Expect more defections between these two fine institutions as the dust settles after this unfortunate divorce in a long-standing Medical Center relationship.

UT School of Public Health announces new dean

Guy S. Parcel, Ph.D has been appointed to a three-year term as dean of The University of Texas School of Public Health at Houston in the Texas Medical Center.
Dr. Parcel, who is currently executive dean, will take over the deanship when Dr. R. Palmer Beasley retires in December. Beasley has served as UT School of Public Health dean for more than 17 years and is now completing a two-year term as chairman of the Association of Schools of Public Health. The appointment makes Parcel only the third dean in the 35-year history of what is the oldest school of public health in Texas. Dr. Parcel, a John P. McGovern Professor in Health Promotion at UT School of Public Health, was appointed executive dean in February 2003 and had previously served as acting dean of the school on several occasions.
The UT School of Public Health is ranked as the fifth-largest in student enrollment and seventh in research funding. About 50 percent of the school’s more than 3,000 graduates work in Texas.

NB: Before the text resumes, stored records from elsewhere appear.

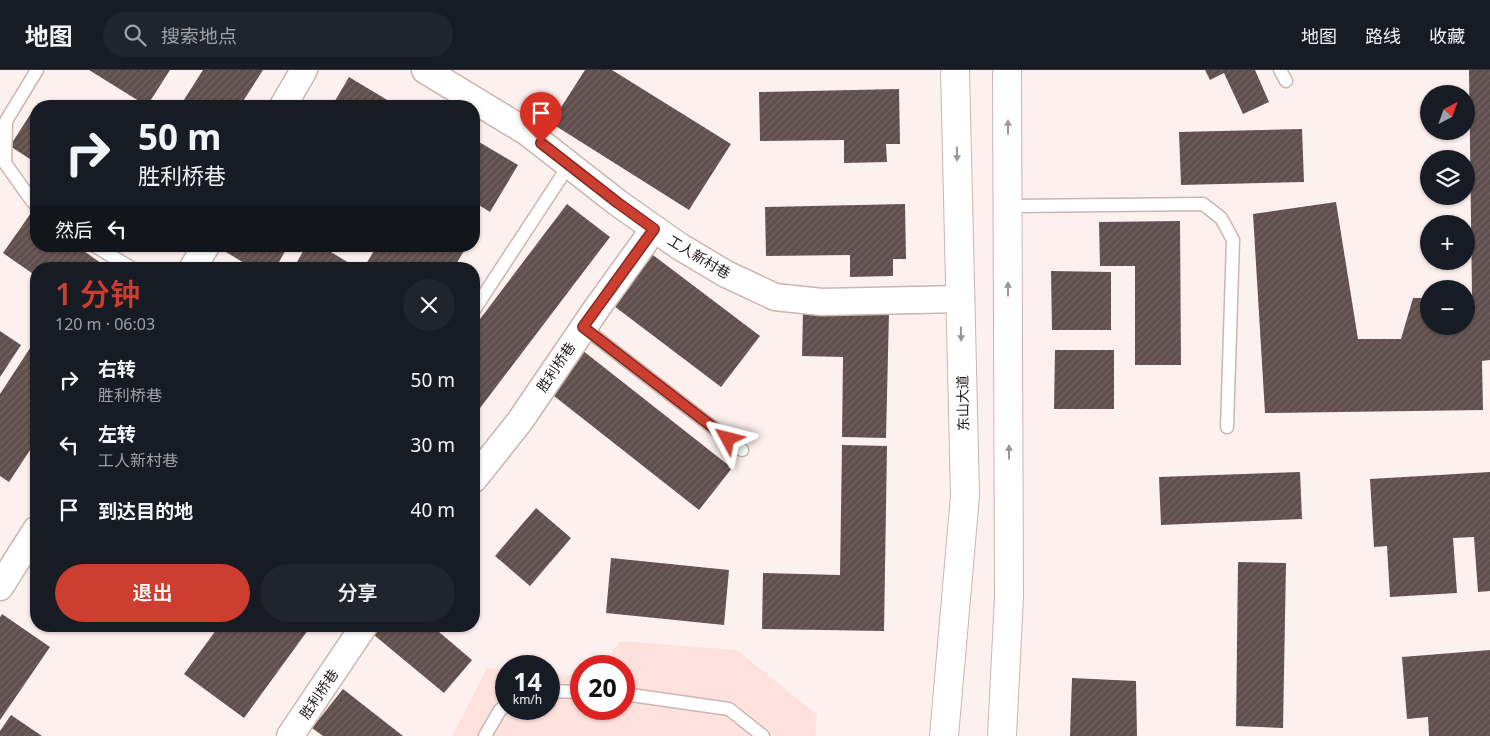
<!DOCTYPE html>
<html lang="zh">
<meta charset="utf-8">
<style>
:root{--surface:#171b24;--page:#20242c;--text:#f1f3f6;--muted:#9ea1a6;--line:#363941;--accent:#cc3f30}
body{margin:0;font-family:"Noto Sans","Noto Sans SC",sans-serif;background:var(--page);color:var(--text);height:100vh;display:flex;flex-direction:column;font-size:19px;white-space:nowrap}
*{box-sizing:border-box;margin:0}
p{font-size:16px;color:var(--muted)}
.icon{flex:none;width:28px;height:28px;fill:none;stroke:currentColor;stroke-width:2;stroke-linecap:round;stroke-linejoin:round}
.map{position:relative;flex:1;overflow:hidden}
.side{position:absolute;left:30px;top:192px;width:450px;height:370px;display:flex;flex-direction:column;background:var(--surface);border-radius:20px;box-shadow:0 1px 4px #0004}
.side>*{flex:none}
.top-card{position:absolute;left:30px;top:30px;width:450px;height:152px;border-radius:20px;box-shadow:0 1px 4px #0004;background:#171b24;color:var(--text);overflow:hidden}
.needle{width:32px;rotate:41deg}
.buttons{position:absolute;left:1420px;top:15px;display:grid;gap:10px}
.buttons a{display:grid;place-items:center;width:55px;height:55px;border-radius:50%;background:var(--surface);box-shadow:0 1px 4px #0004;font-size:25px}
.speed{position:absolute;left:495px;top:585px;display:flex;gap:10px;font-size:25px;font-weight:700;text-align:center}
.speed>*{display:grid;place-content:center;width:65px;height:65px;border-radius:50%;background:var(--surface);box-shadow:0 1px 4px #0004;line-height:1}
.speed small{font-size:12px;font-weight:400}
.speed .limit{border:8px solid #d22;background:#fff;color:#111}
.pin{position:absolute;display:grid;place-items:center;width:42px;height:42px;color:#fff;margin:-51px -21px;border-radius:50% 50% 50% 0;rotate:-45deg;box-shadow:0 0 5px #0007}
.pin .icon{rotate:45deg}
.me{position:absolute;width:55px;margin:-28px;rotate:308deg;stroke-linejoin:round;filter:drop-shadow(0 0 4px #0008)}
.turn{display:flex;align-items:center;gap:18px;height:105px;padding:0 25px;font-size:22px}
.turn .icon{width:65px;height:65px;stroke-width:2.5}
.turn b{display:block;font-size:35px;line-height:42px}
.then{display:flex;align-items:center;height:48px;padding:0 25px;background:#0003;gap:10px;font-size:19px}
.round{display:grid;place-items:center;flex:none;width:52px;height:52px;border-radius:26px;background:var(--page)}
.headline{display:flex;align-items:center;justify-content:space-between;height:85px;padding:0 25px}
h1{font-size:30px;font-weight:600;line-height:38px;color:var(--accent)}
.button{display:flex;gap:10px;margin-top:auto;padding:10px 25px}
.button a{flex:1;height:58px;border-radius:30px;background:var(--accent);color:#fff;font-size:20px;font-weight:600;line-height:58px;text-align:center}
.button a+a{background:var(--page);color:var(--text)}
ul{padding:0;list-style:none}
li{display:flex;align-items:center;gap:15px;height:65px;padding:0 25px}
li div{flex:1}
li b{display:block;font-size:19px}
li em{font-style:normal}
header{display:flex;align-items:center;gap:30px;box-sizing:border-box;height:70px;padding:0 25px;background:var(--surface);border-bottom:1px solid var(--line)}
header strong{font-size:24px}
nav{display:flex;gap:28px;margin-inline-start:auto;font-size:18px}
.search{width:350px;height:45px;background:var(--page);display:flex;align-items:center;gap:12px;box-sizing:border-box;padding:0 18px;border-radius:28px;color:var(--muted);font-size:19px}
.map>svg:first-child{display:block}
</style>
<header>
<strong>地图</strong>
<div class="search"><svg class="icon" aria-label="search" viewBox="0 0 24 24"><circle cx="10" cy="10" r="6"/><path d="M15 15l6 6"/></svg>搜索地点</div>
<nav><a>地图</a><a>路线</a><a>收藏</a></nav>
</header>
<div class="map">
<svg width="1490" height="666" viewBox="0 0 1490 666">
<defs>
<pattern id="building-hatch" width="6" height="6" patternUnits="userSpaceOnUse" patternTransform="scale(1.25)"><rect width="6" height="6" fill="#604f4d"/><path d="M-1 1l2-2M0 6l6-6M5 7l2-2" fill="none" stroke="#726463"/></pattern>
</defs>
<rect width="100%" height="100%" fill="#fdf1ef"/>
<path fill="#ffe2dd" d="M620,571L737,580L817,645L815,666H452L487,598L506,600V639H549V603L581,606V639H624V596H601Z"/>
<path fill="url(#building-hatch)" d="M89,0H170L147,36Z
M203,0H263L240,36H180Z
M585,0H612L731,74L689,140L551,53Z
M1205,0H1255L1269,32L1243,44L1224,3L1210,10Z
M1469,0H1490V290L1482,291L1483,340L1265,343L1253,144L1336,132L1358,269H1401L1413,228H1429V256H1466V227H1472Z
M349,7L389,31L385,36H332Z
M899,19L900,74H886L887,92L844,93V70L760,71L759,22Z
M35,37L36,38V93L10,76Z
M1302,59L1304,112L1181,115L1179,62Z
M474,69L518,95L490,142L474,132Z
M567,134L610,167L474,346V257Z
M905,134L906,189H893V206L850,207V185L766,186L765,137Z
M31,143L36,147V176H77L109,199H36V206L3,183Z
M1180,151L1181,295H1135V196H1100L1099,152Z
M216,176H288L275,199H254Z
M306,176H321L359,199H293Z
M377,176H467L453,199H363Z
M649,182L760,266L721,317L610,233Z
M1051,201L1111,202V260H1052Z
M803,240L889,242L886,368L842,367L843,287L802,286Z
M0,261L21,275L0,307Z
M36,269V371L9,412L0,406V324Z
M582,280L732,398L699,440L549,322Z
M1055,280H1114V339H1054Z
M842,375L887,376L884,561L762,559L763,503L840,505Z
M1300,402L1302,449L1161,455L1159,407Z
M1490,402V521L1478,522L1474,467L1453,468L1457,523L1390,527L1387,476L1374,477L1370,409Z
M536,438L571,468L530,516L495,486Z
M611,488L729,500L724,555L606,543Z
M1238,492L1286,493L1283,658L1236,656Z
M2,544L50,577L0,650V547Z
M219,556H311L244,648L184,604Z
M382,556H432L472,590L444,623L374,565Z
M1490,580V666H1429L1428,647L1407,649L1402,587Z
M1072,608L1136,611L1137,666H1070Z
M343,619L403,666H323L312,658Z
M11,645L42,666H0V661Z"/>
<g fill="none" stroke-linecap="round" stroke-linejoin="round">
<g stroke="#c9b6b2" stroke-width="15">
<path id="lane" d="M1280,0L1286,11
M36,135L32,131L5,93L6,51L37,0
M1008,136L1203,134L1221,148L1233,170L1227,357
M95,176L133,199
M474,240L569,95
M583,257L742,380
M549,621L581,622
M624,624L729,639L763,666
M485,666L500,640L506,635"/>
</g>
<g stroke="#c9b6b2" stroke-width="29">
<path id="street" d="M425,0L527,62L618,133L679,176L726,204L775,227L822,232L961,229
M283,36L304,0
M192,199L206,176
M474,409L520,351L597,238L654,159
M0,517L36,460
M290,666L364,556"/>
</g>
<g stroke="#c9b6b2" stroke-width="30">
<path id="primary" d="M944,666L965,426L955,0
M1002,666L1009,527L1007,0"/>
</g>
<use href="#lane" stroke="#fff" stroke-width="12"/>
<use href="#street" stroke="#fff" stroke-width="26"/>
<use href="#primary" stroke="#fff" stroke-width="28"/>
</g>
<defs><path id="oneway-solid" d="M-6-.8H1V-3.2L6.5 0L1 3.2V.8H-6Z" transform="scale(1.25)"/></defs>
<g fill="#999696">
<use href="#oneway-solid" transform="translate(1008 57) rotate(-90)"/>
<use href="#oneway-solid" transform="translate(957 84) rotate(89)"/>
<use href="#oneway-solid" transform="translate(1008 219) rotate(-90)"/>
<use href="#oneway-solid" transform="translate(961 264) rotate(89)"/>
<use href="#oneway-solid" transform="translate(1009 382) rotate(-90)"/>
</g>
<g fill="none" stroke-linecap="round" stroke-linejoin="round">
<g stroke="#85291f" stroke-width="12">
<path id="route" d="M541,73L618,133L654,159L583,257L728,369"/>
</g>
<use href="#route" stroke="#cc3f30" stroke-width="9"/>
</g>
<g text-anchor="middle" stroke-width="5" stroke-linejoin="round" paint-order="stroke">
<g font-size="14" fill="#1d1615" stroke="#fff">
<text transform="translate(699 187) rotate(31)" y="5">工人新村巷</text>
<text transform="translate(556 297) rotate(-56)" y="5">胜利桥巷</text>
<text transform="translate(963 333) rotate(-91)" y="5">东山大道</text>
<text transform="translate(319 624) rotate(-56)" y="5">胜利桥巷</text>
</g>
</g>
</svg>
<div class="buttons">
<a><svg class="needle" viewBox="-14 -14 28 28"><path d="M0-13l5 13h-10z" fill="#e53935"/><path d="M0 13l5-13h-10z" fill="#9ea1a6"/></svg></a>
<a><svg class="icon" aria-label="layers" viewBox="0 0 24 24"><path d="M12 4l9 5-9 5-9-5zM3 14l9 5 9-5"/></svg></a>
<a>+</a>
<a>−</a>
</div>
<div class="speed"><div>14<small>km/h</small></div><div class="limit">20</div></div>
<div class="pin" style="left:541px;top:73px;background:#d93025"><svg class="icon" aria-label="arrive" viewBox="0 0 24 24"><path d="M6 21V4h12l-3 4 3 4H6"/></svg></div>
<svg class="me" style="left:728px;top:369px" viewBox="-20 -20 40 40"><path d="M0-17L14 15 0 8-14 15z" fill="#cc3f30" stroke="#fff" stroke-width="4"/></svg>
<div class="top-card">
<div class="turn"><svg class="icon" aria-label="right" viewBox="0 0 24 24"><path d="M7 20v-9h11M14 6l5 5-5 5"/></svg><div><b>50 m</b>胜利桥巷</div></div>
<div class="then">然后<svg class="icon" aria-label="left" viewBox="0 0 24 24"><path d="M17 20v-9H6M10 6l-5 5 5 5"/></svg></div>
</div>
<section class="side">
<div class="headline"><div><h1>1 分钟</h1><p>120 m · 06:03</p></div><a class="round"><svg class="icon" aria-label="close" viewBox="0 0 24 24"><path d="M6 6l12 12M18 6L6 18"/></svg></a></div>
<ul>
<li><svg class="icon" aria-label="right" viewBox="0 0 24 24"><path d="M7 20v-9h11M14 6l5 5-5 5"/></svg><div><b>右转</b><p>胜利桥巷</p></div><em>50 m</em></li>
<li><svg class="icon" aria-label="left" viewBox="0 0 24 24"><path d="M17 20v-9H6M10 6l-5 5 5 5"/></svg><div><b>左转</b><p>工人新村巷</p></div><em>30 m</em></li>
<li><svg class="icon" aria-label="arrive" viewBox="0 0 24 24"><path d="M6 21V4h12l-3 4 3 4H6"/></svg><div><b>到达目的地</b></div><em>40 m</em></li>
</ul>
<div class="button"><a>退出</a><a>分享</a></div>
</section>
</div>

U.S. News annual survey rates Medical Center hospitals highly

U.S. News & World Report’s annual survey of hospitals ranks several hospitals in Houston’s famed Texas Medical Center as among the best in their respective fields in the United States.
The annual survey ranks The University of Texas M.D. Anderson Cancer Center for the third year in a row as the nation’s top cancer hospital. Besides being named the best cancer hospital for the fourth time in the last five years, M.D. Anderson was also named the fifth best in gynecology, and the 10th best in both the specialties of ear, nose and throat, and urology.
The Institute for Rehabilitation and Research was recognized as the third best rehabilitation hospital in the country. Texas Children’s Hospital ranked fourth in pediatrics in the magazine’s survey. The Menninger Clinic was named the sixth best psychiatric hospital in the country.
The Texas Heart Institute at St. Luke’s Episcopal Hospital was named the ninth best heart center. Moreover, The Methodist Hospital ranked in nine of the survey’s categories, including 10th best in the area of neurology and neurosurgery.
The magazine’s rankings are based on a nationwide survey of doctors, on hospital reputations in 17 medical specialties, and an analysis of indicators such as death rates, technology and nurse staffing. Of the more than 6,000 U.S. hospitals, only 177 ranked in even a single specialty in this year’s survey.
The Texas Medical Center is one amazing collection of medical talent.